Nuestra clase política genera desconfianza, promueve la informalidad y destruye nuestro endeble sistema de partidos. Sin embargo, el sistema no ha colapsado porque lo único que no ha sucumbido en estas últimas décadas, es nuestro modelo económico, cuya fortaleza subyace en la inversión privada. Modelo que, con sus deficiencias, ha generado un crecimiento que soporta todos los sueños populistas de cuanto aventurero llega a la casa de Pizarro. Sin embargo, la corrupción sigue enquistada en el estado. Según la Contraloría, solo en las regiones existe un perjuicio económico de cerca de dos mil millones de soles. Según Transparencia Internacional, para el 2021 el Perú se ubica en el puesto 36, en el ranking de percepción de corrupción, es decir dos puestos menos que el año 2020. Nunca fue entonces tan cierta aquella frase de Carmen McEvoy que decía: el Perú no es corrupto, hay corruptos a los que les dimos el poder.
Nuestros políticos, han convertido al país en una comedia como diría Guillermo Thorndike. Un escenario pintoresco y de novela, en donde un presidente que no articula dos ideas juntas, le dice al mundo: “Yo no fui preparado para ser presidente, ni siquiera tuve horas de inducción, estos seis meses me han servido para prender” y “El Perú seguirá siendo mi escuela”. “Palabra de maestro”. Al final el escritor piurano Luis Felipe Angell de Lama, más conocido como Sofocleto, tenía razón cuando decía: el Perú es un país infestado de cojudos.
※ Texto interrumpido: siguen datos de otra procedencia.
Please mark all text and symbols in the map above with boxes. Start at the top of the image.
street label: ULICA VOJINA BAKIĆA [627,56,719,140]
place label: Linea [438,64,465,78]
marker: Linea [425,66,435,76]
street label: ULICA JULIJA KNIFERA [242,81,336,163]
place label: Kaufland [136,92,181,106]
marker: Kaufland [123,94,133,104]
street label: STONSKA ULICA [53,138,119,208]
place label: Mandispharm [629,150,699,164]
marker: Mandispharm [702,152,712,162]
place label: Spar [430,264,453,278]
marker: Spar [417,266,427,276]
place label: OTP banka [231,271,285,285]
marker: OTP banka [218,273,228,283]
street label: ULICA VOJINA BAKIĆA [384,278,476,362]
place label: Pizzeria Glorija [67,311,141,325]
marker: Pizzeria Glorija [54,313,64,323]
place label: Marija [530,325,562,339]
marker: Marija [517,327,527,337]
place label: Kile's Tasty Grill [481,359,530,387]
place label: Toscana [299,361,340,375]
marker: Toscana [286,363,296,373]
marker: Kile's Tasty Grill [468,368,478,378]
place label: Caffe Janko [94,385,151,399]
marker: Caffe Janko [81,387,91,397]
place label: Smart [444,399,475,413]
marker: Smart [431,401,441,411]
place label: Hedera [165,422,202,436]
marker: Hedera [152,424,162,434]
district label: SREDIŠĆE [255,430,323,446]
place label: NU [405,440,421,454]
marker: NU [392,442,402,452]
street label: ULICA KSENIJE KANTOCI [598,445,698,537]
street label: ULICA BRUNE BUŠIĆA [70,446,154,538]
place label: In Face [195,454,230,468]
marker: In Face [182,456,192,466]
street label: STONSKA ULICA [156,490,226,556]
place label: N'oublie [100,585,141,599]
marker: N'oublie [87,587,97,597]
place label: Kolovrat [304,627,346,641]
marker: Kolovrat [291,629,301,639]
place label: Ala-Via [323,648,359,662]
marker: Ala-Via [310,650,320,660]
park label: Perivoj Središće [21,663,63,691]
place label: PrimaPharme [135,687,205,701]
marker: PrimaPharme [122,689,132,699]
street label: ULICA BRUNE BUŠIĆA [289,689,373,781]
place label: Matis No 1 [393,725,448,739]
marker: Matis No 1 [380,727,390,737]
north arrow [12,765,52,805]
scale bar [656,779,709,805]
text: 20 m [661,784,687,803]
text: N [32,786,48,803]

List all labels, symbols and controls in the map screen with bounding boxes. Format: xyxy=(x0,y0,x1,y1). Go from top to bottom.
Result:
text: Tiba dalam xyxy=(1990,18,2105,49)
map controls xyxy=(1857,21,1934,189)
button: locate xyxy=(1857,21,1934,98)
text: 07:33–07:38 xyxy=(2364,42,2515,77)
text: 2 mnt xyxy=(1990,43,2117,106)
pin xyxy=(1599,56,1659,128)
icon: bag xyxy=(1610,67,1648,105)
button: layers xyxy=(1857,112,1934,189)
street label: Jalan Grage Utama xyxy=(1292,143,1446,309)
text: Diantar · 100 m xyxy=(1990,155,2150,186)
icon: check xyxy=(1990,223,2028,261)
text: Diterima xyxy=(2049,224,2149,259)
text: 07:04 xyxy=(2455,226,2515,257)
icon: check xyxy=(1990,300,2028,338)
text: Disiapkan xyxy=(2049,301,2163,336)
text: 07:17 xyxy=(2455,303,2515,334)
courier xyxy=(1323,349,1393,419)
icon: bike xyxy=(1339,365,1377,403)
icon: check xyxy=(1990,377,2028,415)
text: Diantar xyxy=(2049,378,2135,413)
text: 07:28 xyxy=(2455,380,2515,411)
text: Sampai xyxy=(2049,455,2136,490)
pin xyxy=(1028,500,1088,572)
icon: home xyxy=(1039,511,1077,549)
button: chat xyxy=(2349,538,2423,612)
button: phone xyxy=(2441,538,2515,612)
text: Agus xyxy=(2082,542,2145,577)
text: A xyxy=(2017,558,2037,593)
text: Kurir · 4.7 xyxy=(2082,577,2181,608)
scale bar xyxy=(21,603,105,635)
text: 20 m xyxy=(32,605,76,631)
Finalmente, el Perú seguirá siendo una escuela para muchos aventureros. Una escuela en donde más temprano que tarde, asediados por el socialismo, recordaremos la frase del político argentino Javier Milei: “A los socialistas les deseo la libertad de Corea del Norte, el salario de Cuba, la abundancia de Venezuela y la justicia de China” a lo que yo le agregaría “y un presidente como Castillo”.